When you’ve been living with a separate, distinct personality that threatens to consume you at every turn, it’s only natural, in the Batman universe, that that personality has been doing a lot of planning for the moment when it will finally (and permanently) take the wheel. The length of time between “Two-Face Part 1” and “Two-Face Part 2” is never really explained, but I’d like to think that, while Big, Bad Harv was biding his time and waiting for Dent to lose control, he was also thinking about aesthetics and business models. “Yeah, and then I’ll get some gun-toting twins to work for me! And they’ll both wear exactly the same shit! And when they step out of line, I’ll smack them in front of everyone. Oh, this is going to be so tight. So, so tight.” Two-Face seems extremely organized at the beginning of “Part 2,” and you can either attribute this to a long length of time having passed since he was “born,” him just having astounding luck when it comes to starting criminal empires, or solid planning abilities.
The really great thing about “Two-Face Part 2” is that it’s not just the second half of a supervillain origin tale, but it’s also a story about fallout. All of the events that erupted at the end of the first episode are raining down. We see Bruce Wayne caught up in guilt over not being able to help his friend, which is kind of like the guilt he feels about his parents. We see Grace, Dent’s former girlfriend, trying to deal with the fact that the man she loves is now a bank-robbing evildoer. Rupert Thorne is trying to counter Two-Face’s rise in power and do damage control at the same time. Two-Face is forced to deal with Harvey Dent’s former life. No matter how hard Big, Bad Harv tries, he can’t fully escape Harvey Dent. It’s a reverse of the previous episode, and it’s awesome.

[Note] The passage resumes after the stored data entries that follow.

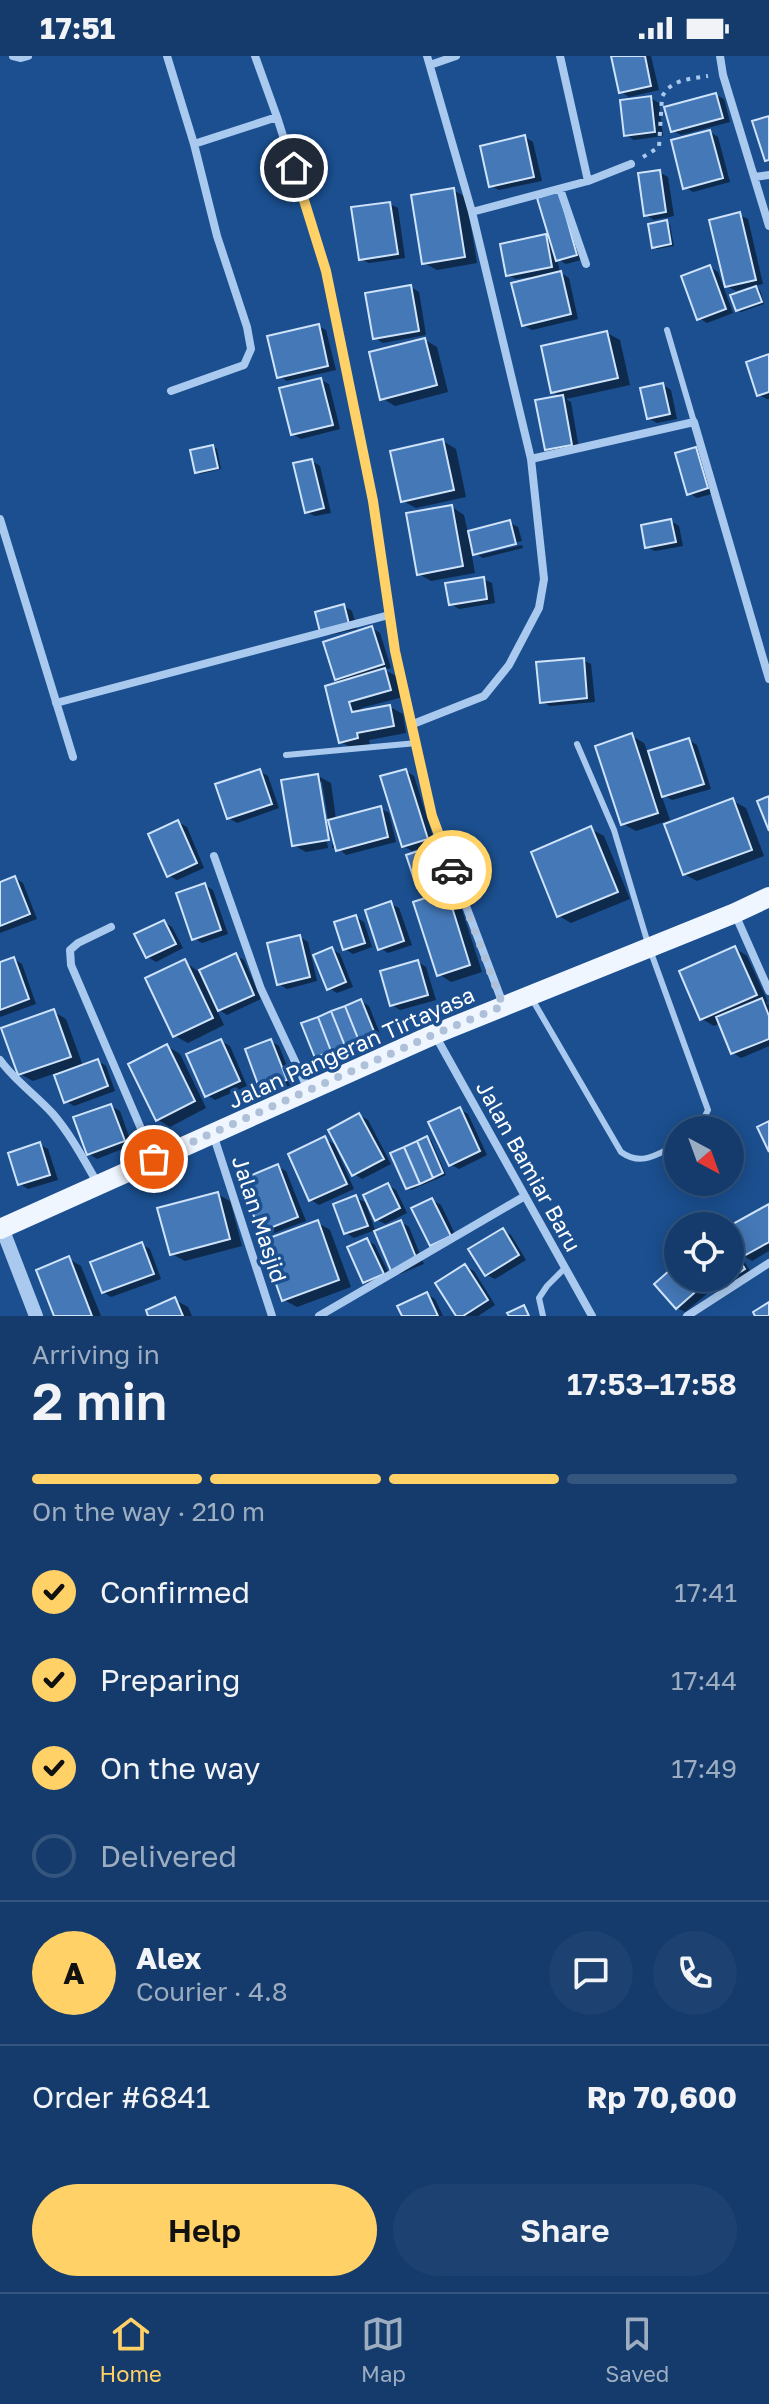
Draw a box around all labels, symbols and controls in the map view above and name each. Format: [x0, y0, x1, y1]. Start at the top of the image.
text: 17:51 [40, 10, 115, 46]
pin [260, 134, 328, 202]
icon: home [272, 146, 316, 190]
courier [412, 830, 492, 910]
icon: car [430, 848, 474, 892]
street label: Jalan Pangeran Tirtayasa [224, 980, 478, 1114]
street label: Jalan Bamiar Baru [471, 1076, 587, 1256]
north arrow [664, 1116, 744, 1196]
map controls [664, 1116, 744, 1292]
pin [120, 1125, 188, 1193]
icon: bag [132, 1137, 176, 1181]
street label: Jalan Masjid [227, 1152, 293, 1286]
button: locate [664, 1212, 744, 1292]
text: Arriving in [32, 1339, 160, 1370]
text: 17:53–17:58 [567, 1366, 737, 1402]
text: 2 min [32, 1369, 167, 1431]
text: On the way · 210 m [32, 1496, 265, 1527]
icon: check [32, 1570, 76, 1614]
text: Confirmed [100, 1574, 250, 1610]
text: 17:41 [674, 1577, 737, 1608]
icon: check [32, 1658, 76, 1702]
text: Preparing [100, 1662, 241, 1698]
text: 17:44 [671, 1665, 737, 1696]
icon: check [32, 1746, 76, 1790]
text: On the way [100, 1750, 260, 1786]
text: 17:49 [671, 1753, 737, 1784]
text: Delivered [100, 1838, 237, 1874]
button: chat [549, 1931, 633, 2015]
button: phone [653, 1931, 737, 2015]
text: Alex [136, 1940, 201, 1976]
text: A [63, 1955, 85, 1991]
text: Courier · 4.8 [136, 1976, 288, 2007]
text: Order #6841 [32, 2079, 210, 2115]
text: Rp 70,600 [587, 2079, 737, 2115]
button: Help [32, 2184, 377, 2276]
button: Share [393, 2184, 737, 2276]
tab: Home [100, 2312, 162, 2387]
tab: Map [361, 2312, 406, 2387]
tab: Saved [605, 2312, 669, 2387]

One thing I noticed in this episode is that, when Rupert Thorne finally confronts Two-Face, just before the final fight, he says “At last we meet, face to face to face.” It’s a good line, but the “face to face to face” part of it is repeated by the Penguin in “Second Chance,” seventy episodes from now. Sure, that’s a long time, but villains really need to get together and go over who is going to get the most quotable shit. There’s nothing more embarrassing than overlap when you’re trying to craft unique megalomaniacal personas.
Two-Face wouldn’t get another Two-Face-centric episode for a long time and he’d mostly show up alongside other villains in big, gimmicky team-up stuff. But that’s okay, because this two-episode arc is one of the first times (of many) that Batman: The Animated Series would create a definitive story for a character. If you’re looking for a forty-minute explanation of what makes Two-Face tick and the part his life plays in the overall Batman mythology, watch these. They’re essential.